Dataset excerpts –
***
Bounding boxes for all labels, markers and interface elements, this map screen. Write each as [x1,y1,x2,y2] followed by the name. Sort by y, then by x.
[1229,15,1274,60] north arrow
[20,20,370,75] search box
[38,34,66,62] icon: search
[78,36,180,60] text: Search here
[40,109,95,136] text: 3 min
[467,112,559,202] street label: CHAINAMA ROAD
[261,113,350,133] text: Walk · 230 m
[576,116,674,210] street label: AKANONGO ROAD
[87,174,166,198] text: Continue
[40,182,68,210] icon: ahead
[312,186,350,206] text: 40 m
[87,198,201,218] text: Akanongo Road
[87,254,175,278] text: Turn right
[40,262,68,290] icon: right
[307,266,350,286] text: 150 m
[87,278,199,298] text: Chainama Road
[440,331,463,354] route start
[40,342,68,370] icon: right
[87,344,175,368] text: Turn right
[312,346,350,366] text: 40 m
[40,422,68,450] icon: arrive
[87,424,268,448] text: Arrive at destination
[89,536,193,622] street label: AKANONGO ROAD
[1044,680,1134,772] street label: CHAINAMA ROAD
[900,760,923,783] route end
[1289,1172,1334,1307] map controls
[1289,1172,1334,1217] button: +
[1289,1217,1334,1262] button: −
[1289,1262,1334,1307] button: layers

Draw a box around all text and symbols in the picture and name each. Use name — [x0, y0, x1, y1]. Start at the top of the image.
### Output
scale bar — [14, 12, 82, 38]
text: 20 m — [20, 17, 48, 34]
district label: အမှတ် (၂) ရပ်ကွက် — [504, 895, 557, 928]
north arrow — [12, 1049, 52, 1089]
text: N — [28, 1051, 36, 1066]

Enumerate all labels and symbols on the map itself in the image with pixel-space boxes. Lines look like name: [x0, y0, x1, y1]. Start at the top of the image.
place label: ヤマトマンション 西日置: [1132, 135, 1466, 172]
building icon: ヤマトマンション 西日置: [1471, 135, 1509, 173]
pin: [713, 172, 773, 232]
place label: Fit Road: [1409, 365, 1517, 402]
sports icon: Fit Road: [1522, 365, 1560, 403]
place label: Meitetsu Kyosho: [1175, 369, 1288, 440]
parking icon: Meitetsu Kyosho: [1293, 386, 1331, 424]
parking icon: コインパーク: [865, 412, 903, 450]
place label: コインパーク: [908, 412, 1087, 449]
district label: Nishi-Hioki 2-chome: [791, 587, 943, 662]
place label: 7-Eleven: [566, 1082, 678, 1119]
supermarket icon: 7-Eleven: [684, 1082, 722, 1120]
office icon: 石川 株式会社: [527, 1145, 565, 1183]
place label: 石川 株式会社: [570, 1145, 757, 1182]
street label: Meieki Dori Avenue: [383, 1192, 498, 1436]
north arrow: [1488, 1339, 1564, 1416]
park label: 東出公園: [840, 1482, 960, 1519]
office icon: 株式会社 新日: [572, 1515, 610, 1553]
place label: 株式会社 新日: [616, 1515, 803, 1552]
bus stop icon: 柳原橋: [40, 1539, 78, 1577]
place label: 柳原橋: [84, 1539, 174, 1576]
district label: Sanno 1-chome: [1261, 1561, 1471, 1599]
***
TRY IT –
Each record above must be output without any alteration.

OUTPUT –
Bounding boxes for all labels, markers and interface elements, this map screen. Write each as [x1,y1,x2,y2] followed by the name. Sort by y, then by x.
[1229,15,1274,60] north arrow
[20,20,370,75] search box
[38,34,66,62] icon: search
[78,36,180,60] text: Search here
[40,109,95,136] text: 3 min
[467,112,559,202] street label: CHAINAMA ROAD
[261,113,350,133] text: Walk · 230 m
[576,116,674,210] street label: AKANONGO ROAD
[87,174,166,198] text: Continue
[40,182,68,210] icon: ahead
[312,186,350,206] text: 40 m
[87,198,201,218] text: Akanongo Road
[87,254,175,278] text: Turn right
[40,262,68,290] icon: right
[307,266,350,286] text: 150 m
[87,278,199,298] text: Chainama Road
[440,331,463,354] route start
[40,342,68,370] icon: right
[87,344,175,368] text: Turn right
[312,346,350,366] text: 40 m
[40,422,68,450] icon: arrive
[87,424,268,448] text: Arrive at destination
[89,536,193,622] street label: AKANONGO ROAD
[1044,680,1134,772] street label: CHAINAMA ROAD
[900,760,923,783] route end
[1289,1172,1334,1307] map controls
[1289,1172,1334,1217] button: +
[1289,1217,1334,1262] button: −
[1289,1262,1334,1307] button: layers

Draw a box around all text and symbols in the picture and name each. Use name — [x0, y0, x1, y1]. Start at the top of the image.
### Output
scale bar — [14, 12, 82, 38]
text: 20 m — [20, 17, 48, 34]
district label: အမှတ် (၂) ရပ်ကွက် — [504, 895, 557, 928]
north arrow — [12, 1049, 52, 1089]
text: N — [28, 1051, 36, 1066]

Enumerate all labels and symbols on the map itself in the image with pixel-space boxes. Lines look like name: [x0, y0, x1, y1]. Start at the top of the image.
place label: ヤマトマンション 西日置: [1132, 135, 1466, 172]
building icon: ヤマトマンション 西日置: [1471, 135, 1509, 173]
pin: [713, 172, 773, 232]
place label: Fit Road: [1409, 365, 1517, 402]
sports icon: Fit Road: [1522, 365, 1560, 403]
place label: Meitetsu Kyosho: [1175, 369, 1288, 440]
parking icon: Meitetsu Kyosho: [1293, 386, 1331, 424]
parking icon: コインパーク: [865, 412, 903, 450]
place label: コインパーク: [908, 412, 1087, 449]
district label: Nishi-Hioki 2-chome: [791, 587, 943, 662]
place label: 7-Eleven: [566, 1082, 678, 1119]
supermarket icon: 7-Eleven: [684, 1082, 722, 1120]
office icon: 石川 株式会社: [527, 1145, 565, 1183]
place label: 石川 株式会社: [570, 1145, 757, 1182]
street label: Meieki Dori Avenue: [383, 1192, 498, 1436]
north arrow: [1488, 1339, 1564, 1416]
park label: 東出公園: [840, 1482, 960, 1519]
office icon: 株式会社 新日: [572, 1515, 610, 1553]
place label: 株式会社 新日: [616, 1515, 803, 1552]
bus stop icon: 柳原橋: [40, 1539, 78, 1577]
place label: 柳原橋: [84, 1539, 174, 1576]
district label: Sanno 1-chome: [1261, 1561, 1471, 1599]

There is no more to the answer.